一応、アンジェお姉ちゃんの付き添いなので、新年の宴の時に誂えてもらったバルシャニアの衣装を着ていますけど、そこまでする必要は無かったかな。
『ケント様、お覚悟を……』
「へ? 覚悟?」
すっかり気を抜いて宮殿に足を踏み入れたのですが、不意に頭の中にフレッドの声が響いてきました。
『体制派の貴族が顔を揃えている……』
「マジ?」
『マジ……』
宮殿に入ると、先に進んでいたコンスタンさん達が待っていて、ここでエスコートするパートナーが変更になりました。
コンスタンさんはリサヴェータさんと、グレゴリエさんはアンジェお姉ちゃん、僕はセラフィマのエスコートを頼まれました。

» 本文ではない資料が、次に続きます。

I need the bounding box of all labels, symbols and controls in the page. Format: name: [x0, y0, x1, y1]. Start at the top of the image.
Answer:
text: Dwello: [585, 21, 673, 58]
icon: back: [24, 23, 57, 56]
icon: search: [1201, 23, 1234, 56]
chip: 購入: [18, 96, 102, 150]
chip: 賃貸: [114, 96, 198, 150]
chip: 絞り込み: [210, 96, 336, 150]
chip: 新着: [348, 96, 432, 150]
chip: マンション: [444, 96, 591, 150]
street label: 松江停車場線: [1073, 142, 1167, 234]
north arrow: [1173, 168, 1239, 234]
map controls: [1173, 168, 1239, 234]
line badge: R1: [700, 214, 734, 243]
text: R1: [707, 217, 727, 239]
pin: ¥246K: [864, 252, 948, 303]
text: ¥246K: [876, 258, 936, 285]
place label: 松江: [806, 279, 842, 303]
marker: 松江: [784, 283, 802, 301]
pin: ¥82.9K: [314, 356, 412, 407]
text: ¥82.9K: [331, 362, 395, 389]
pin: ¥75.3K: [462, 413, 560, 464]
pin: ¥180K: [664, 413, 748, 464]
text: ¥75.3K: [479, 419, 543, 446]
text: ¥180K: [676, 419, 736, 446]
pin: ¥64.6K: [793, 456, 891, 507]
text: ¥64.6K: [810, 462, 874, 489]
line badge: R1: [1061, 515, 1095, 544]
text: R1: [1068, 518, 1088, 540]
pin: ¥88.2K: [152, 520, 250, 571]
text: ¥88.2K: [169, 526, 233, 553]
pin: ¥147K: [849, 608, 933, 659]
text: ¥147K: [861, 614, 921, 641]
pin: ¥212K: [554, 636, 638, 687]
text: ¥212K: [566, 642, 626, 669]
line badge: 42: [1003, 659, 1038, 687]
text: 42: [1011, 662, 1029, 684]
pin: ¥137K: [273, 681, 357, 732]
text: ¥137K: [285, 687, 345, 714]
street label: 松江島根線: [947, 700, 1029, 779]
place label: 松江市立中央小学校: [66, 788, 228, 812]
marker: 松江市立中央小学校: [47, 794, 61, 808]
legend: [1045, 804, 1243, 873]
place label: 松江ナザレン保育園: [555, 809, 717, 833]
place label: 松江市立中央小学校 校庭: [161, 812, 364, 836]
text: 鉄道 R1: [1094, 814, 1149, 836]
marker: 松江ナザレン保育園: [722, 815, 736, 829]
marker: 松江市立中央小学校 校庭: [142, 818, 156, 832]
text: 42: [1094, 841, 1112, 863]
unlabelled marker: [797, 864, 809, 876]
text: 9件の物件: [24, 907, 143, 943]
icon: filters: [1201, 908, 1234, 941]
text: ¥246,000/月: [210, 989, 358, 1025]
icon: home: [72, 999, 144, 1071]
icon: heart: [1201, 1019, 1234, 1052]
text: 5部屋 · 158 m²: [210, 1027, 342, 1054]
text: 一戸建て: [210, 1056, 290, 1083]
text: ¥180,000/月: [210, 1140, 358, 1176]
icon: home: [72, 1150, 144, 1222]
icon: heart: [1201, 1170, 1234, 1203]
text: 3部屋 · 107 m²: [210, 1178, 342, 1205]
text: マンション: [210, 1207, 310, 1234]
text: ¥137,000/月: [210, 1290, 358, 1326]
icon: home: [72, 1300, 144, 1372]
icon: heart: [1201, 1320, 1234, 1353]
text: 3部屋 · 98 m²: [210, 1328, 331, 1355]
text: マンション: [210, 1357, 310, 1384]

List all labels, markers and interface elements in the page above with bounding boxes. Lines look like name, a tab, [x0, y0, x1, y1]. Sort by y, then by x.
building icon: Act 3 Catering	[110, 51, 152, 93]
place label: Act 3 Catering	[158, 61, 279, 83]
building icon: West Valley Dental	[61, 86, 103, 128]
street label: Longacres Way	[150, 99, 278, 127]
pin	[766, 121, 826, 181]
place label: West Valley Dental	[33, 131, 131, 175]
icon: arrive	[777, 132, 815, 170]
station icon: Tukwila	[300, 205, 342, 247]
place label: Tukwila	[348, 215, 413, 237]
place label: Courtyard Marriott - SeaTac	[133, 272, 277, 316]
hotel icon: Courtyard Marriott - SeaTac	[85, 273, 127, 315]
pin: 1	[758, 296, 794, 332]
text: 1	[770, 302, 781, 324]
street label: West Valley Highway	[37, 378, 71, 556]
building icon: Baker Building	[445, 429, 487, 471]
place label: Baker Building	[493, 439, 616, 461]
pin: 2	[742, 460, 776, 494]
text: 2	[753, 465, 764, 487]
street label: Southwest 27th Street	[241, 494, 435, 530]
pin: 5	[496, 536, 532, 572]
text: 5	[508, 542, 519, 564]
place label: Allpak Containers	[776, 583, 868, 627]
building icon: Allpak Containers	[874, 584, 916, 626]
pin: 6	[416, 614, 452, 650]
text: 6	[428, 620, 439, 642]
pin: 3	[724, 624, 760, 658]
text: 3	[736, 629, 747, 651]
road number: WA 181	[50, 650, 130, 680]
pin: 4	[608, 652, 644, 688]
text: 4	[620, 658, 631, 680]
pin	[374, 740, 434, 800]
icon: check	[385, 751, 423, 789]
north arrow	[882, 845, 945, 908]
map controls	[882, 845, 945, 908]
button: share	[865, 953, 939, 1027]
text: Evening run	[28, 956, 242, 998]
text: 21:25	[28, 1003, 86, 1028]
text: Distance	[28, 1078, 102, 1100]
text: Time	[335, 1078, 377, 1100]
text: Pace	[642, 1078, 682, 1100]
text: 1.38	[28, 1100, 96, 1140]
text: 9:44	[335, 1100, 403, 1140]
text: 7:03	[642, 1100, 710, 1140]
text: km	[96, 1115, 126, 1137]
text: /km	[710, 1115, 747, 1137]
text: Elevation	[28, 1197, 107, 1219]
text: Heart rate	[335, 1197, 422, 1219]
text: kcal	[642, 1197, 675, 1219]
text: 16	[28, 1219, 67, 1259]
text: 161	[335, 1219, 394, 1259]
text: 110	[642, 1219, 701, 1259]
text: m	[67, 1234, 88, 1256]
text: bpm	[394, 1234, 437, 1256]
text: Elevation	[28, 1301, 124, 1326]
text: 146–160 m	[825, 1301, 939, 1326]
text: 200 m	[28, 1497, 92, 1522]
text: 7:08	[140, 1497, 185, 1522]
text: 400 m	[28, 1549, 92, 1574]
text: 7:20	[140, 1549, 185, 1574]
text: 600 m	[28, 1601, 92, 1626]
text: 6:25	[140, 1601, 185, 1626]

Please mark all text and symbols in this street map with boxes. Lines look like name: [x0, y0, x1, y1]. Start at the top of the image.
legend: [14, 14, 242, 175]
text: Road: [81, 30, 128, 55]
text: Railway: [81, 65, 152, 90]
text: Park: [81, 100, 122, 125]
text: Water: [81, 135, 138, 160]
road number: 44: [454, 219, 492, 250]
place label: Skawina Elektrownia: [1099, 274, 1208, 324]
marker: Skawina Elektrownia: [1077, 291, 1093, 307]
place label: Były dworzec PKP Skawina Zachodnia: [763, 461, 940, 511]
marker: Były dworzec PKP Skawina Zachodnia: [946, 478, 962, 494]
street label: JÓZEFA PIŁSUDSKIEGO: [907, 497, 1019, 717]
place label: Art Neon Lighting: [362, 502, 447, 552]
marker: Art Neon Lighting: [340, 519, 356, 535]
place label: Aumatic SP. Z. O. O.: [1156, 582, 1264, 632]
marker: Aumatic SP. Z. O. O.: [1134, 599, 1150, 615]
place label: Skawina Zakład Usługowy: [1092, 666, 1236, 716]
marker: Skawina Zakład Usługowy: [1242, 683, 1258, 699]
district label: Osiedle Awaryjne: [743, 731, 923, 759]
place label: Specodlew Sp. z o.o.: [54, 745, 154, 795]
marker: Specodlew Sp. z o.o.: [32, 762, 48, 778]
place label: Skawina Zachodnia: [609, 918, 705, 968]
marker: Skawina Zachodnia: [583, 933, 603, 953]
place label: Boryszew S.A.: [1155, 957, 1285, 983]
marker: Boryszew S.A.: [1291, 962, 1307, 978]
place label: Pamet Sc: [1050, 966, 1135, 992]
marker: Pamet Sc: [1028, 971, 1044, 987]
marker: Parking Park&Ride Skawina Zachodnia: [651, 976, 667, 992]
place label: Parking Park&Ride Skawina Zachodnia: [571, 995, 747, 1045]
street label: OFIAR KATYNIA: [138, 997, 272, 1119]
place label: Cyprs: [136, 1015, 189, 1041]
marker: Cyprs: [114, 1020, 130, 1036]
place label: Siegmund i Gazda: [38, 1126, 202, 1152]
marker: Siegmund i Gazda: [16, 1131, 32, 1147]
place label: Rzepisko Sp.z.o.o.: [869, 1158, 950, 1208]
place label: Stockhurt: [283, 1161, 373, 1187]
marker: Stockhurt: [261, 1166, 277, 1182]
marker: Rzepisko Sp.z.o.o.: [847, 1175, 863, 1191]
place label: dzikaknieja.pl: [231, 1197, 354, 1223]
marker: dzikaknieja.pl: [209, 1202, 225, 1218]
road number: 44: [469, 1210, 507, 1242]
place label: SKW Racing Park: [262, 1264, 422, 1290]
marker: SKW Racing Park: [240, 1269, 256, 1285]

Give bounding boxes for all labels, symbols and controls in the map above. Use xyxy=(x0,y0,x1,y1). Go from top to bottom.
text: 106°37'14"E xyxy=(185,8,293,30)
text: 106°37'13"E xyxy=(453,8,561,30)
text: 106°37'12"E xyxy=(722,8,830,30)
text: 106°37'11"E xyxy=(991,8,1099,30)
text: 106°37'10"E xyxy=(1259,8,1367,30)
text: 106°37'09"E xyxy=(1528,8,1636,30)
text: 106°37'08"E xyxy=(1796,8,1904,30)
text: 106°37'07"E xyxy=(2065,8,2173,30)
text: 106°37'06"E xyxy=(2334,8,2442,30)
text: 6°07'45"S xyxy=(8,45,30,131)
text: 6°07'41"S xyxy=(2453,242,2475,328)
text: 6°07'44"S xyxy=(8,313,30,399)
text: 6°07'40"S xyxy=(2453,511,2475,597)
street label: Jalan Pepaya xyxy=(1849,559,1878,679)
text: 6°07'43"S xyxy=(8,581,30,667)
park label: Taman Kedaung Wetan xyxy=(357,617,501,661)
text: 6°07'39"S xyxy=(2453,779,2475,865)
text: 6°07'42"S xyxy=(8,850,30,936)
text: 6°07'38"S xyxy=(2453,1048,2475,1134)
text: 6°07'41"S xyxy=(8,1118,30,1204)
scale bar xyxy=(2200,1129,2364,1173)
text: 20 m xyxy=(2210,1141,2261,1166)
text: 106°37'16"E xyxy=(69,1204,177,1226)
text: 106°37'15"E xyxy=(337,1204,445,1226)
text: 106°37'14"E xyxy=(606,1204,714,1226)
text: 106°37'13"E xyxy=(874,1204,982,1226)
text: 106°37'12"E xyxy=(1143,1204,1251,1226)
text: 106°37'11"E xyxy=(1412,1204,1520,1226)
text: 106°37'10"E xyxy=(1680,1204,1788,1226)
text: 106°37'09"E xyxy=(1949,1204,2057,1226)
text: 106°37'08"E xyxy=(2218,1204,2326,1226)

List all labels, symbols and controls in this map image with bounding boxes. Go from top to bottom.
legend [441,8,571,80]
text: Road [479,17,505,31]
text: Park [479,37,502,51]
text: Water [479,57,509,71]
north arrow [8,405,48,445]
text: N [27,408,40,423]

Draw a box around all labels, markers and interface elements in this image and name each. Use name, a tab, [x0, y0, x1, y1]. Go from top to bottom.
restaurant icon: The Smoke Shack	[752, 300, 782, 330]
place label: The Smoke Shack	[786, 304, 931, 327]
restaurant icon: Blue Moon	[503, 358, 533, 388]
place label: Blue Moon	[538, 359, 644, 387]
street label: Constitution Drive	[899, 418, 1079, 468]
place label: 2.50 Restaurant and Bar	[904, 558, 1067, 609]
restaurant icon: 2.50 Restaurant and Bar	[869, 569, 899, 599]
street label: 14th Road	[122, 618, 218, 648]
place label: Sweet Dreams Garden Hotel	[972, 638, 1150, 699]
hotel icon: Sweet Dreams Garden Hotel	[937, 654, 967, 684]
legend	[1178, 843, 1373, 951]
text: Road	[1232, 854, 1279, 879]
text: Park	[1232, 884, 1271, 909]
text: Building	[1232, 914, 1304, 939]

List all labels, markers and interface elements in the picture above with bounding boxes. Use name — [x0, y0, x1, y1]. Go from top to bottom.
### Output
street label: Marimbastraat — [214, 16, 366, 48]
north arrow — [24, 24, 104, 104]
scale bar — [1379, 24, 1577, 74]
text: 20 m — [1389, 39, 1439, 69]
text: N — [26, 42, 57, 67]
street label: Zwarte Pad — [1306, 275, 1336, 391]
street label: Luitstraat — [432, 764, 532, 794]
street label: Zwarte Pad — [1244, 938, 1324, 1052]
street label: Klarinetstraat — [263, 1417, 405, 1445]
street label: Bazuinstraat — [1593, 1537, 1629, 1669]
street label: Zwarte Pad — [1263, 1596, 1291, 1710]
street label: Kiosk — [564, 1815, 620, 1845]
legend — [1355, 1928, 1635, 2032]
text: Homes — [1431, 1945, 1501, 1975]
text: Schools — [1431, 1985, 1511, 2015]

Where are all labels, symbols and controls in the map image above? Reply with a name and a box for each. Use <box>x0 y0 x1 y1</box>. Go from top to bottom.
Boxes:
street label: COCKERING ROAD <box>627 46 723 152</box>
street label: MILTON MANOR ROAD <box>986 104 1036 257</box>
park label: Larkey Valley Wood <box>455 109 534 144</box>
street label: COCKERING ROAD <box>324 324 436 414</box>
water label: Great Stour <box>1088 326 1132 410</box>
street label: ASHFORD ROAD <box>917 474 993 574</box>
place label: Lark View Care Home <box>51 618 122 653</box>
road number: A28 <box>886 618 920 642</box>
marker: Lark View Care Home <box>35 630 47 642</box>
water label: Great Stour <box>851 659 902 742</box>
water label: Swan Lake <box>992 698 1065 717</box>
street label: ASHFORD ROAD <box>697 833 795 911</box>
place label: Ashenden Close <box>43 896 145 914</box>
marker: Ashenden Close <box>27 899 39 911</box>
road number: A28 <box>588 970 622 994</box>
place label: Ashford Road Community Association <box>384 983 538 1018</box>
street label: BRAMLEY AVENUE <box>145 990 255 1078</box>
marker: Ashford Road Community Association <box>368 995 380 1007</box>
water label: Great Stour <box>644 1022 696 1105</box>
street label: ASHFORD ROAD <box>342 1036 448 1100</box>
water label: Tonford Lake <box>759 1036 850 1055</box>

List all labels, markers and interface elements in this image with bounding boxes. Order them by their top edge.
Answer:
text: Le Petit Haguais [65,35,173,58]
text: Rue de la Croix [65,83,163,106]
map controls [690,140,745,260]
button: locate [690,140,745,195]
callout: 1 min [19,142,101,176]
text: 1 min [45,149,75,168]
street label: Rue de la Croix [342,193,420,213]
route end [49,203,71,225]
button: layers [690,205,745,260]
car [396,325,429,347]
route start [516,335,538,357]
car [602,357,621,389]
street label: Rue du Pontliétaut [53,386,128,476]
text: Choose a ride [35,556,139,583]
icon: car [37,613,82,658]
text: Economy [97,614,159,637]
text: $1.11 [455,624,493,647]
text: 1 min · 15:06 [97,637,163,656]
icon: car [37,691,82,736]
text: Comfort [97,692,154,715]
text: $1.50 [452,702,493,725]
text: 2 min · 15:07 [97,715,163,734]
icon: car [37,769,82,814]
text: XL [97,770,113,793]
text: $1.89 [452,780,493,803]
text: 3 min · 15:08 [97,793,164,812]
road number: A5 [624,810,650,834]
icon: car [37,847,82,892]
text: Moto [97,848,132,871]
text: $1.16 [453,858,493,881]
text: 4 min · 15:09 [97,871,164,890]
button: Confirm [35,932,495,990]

今更ながらに思い出しましたが、ここって新年の宴をやった場所ですよね。
円形のドーム状の会場には、今日も三百人を越えるバルシャニアの貴族や要人が集まっています。
宮殿の中で改めて顔合わせって、こうきたかぁ……。
新年の宴では、僕とセラフィマが真ん中でしたが、今日はグレゴリエさんとアンジェお姉ちゃんが中央です。
「皆の者、待たせたな。今日の客人を紹介しよう。我が息子グレゴリエの隣にいる女性は、ギガース殺しの勇者ケント・コクブが暮らす、ランズヘルト共和国ヴォルザードの領主、クラウス・ヴォルザードの長女、アンジェリーナ嬢だ」
「おぉぉぉぉ……」
これはもう、完全に外堀を埋めてしまう作戦のようですね。
まさか、媚薬の効果がある華酒とか、出て来ないでしょうね。
もしもの時のために、治癒魔術を使う準備をしておきましょう。